• _Data to use_:
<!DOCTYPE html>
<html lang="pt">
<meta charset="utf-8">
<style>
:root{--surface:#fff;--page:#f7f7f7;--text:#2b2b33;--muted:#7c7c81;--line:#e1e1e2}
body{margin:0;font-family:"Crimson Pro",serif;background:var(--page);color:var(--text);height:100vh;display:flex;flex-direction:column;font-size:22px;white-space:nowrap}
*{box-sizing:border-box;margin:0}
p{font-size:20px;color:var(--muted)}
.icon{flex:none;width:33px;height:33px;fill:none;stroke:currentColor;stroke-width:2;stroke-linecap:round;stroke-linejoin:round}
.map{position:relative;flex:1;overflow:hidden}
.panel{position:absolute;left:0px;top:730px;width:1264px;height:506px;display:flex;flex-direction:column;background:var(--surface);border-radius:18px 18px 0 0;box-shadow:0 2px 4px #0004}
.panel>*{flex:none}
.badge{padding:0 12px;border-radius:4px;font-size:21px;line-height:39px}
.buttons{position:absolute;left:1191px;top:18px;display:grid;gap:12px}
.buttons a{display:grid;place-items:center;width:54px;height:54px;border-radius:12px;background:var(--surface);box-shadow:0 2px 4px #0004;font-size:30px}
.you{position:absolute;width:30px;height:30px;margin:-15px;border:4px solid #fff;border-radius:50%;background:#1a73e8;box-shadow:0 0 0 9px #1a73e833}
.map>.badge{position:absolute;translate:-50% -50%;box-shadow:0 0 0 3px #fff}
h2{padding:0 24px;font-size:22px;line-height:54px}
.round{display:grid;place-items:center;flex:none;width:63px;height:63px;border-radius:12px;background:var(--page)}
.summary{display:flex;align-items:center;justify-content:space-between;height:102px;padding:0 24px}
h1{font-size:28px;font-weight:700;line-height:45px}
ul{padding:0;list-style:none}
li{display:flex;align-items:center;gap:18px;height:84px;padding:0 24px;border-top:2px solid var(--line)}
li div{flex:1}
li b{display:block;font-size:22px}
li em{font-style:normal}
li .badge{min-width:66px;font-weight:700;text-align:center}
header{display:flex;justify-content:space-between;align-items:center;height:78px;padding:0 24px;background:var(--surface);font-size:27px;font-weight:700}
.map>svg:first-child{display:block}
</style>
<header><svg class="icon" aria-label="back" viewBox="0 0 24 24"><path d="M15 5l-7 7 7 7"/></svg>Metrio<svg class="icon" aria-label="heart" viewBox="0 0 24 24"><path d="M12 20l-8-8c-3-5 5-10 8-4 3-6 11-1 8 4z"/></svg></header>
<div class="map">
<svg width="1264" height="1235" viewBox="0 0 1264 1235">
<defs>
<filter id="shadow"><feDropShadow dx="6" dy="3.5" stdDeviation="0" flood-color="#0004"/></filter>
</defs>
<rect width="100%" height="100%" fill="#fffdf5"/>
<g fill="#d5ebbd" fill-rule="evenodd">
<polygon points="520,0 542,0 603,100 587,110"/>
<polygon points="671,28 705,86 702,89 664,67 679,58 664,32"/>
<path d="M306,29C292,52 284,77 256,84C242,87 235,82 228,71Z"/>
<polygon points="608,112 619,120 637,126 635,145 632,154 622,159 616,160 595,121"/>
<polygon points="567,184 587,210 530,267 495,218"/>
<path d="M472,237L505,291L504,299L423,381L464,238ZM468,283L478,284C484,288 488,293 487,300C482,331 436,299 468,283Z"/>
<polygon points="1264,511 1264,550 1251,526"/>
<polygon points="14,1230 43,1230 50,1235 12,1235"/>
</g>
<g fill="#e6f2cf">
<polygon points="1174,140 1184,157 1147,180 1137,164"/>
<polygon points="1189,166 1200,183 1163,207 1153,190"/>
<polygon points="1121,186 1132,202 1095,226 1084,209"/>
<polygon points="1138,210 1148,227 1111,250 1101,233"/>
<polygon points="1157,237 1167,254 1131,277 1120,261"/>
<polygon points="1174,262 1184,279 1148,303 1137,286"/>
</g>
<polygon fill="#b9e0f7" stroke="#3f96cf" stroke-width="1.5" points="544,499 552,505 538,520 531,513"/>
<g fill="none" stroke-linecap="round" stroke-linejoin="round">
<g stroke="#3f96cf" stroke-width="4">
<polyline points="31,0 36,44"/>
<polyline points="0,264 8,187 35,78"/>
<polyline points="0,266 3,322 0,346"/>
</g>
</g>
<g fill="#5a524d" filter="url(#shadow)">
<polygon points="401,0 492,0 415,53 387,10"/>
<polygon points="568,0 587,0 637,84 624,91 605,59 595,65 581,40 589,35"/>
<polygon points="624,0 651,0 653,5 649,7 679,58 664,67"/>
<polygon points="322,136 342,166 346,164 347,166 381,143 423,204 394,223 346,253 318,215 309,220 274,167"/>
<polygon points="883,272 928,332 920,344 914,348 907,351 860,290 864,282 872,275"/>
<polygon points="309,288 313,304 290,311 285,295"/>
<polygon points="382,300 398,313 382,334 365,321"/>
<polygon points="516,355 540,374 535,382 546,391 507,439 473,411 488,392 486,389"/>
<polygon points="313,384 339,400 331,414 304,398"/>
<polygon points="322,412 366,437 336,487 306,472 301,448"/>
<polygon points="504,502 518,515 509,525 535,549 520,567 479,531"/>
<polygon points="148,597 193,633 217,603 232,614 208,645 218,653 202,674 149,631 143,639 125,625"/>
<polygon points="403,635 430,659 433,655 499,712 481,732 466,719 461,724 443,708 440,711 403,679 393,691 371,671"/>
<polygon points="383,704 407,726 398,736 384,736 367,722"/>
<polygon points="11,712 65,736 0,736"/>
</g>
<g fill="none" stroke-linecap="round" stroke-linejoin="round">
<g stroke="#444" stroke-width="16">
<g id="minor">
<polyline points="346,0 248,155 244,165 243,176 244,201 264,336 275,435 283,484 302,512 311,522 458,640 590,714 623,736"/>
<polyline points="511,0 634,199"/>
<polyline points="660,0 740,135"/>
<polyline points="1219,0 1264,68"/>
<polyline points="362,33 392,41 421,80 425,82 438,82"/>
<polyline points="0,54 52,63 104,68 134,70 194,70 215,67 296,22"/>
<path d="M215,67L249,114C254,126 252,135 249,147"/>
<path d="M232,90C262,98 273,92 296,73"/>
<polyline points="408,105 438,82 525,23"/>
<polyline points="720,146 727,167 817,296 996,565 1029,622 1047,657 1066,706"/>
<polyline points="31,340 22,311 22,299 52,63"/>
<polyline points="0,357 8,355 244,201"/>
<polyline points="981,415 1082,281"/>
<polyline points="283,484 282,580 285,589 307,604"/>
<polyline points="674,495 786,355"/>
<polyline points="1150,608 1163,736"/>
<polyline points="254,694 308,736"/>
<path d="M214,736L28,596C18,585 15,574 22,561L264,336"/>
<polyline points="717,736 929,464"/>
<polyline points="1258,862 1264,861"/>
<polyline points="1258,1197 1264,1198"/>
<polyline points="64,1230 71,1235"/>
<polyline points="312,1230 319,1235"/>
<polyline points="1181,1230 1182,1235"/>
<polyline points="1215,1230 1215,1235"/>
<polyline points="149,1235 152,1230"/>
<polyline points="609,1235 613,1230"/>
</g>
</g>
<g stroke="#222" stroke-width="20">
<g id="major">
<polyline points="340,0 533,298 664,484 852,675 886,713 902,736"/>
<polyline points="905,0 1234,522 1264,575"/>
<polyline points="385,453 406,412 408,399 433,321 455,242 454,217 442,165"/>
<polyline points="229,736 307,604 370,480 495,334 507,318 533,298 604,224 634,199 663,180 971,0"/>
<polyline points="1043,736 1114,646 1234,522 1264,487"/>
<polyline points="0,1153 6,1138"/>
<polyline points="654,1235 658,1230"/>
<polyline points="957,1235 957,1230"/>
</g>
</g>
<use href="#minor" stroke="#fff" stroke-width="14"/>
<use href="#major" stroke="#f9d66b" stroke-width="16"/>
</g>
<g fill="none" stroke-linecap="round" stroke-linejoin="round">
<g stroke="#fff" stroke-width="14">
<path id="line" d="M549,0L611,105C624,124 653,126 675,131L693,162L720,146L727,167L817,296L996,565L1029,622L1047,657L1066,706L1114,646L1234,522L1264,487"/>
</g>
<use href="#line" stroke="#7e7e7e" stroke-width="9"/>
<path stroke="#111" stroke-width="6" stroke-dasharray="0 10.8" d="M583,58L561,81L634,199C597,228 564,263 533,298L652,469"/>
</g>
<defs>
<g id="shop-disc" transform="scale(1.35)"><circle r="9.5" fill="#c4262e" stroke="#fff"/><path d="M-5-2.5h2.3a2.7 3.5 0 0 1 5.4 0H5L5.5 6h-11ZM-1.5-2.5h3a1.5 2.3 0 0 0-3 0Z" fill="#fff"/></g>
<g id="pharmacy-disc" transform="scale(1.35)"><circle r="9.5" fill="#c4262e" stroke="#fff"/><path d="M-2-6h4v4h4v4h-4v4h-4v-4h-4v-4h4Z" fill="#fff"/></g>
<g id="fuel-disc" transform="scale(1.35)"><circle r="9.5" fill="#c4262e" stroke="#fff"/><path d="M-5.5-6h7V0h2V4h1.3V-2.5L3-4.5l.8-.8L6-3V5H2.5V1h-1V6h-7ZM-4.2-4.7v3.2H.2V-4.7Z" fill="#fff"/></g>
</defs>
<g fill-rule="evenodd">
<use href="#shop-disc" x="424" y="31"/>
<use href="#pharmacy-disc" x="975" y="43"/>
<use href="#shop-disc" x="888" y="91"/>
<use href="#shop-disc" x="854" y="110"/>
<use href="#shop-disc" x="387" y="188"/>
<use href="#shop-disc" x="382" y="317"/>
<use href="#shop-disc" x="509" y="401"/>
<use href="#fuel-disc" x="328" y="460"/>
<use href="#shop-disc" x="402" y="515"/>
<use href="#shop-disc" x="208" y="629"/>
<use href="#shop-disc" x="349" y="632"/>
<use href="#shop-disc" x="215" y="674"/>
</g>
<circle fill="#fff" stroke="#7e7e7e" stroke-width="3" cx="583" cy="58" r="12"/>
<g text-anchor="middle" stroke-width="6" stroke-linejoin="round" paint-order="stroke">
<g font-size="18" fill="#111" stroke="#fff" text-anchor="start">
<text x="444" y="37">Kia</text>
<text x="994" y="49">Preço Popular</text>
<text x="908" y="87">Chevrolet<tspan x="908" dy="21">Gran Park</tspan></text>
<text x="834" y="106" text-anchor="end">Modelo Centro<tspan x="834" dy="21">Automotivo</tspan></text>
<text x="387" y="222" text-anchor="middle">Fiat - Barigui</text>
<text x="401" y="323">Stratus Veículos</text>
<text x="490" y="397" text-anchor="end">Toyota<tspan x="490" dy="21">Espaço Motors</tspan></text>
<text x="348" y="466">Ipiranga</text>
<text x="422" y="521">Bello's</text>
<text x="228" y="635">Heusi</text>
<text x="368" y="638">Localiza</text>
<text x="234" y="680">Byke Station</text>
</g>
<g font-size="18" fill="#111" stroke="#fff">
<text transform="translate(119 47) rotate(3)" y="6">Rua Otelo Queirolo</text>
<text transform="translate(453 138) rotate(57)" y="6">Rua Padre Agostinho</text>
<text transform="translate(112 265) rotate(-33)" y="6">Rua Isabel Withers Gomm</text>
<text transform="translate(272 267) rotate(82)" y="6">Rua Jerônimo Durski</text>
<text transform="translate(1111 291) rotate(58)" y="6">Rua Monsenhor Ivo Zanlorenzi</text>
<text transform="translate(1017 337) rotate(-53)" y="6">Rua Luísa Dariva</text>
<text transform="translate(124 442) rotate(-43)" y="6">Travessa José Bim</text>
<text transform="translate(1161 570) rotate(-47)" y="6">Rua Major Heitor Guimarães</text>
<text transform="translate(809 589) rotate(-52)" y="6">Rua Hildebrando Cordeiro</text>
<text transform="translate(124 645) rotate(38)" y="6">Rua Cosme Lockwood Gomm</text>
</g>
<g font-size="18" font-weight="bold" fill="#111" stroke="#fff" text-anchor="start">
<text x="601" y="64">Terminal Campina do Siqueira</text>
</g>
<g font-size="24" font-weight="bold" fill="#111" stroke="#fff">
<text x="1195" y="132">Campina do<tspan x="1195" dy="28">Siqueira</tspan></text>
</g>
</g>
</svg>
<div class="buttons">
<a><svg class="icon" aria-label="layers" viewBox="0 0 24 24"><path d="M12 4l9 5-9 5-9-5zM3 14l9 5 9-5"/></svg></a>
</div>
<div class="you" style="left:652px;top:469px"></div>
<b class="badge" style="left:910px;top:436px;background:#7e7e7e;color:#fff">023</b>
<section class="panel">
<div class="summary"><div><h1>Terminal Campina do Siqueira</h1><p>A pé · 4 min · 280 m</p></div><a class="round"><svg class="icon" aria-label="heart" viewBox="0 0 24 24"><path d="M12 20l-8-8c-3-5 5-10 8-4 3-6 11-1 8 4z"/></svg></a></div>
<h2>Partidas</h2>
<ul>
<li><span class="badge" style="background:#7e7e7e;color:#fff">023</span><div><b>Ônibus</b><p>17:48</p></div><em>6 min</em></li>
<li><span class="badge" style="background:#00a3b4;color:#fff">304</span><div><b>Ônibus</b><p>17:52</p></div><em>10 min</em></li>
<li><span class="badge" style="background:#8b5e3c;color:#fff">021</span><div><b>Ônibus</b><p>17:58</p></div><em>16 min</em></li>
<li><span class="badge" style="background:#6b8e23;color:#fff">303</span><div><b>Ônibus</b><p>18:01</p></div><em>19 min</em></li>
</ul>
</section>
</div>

• _Problem to solve_:
If a line in the entries includes the word "solid", copy that line out.

• _Response to the exercise_:
.you{position:absolute;width:30px;height:30px;margin:-15px;border:4px solid #fff;border-radius:50%;background:#1a73e8;box-shadow:0 0 0 9px #1a73e833}
li{display:flex;align-items:center;gap:18px;height:84px;padding:0 24px;border-top:2px solid var(--line)}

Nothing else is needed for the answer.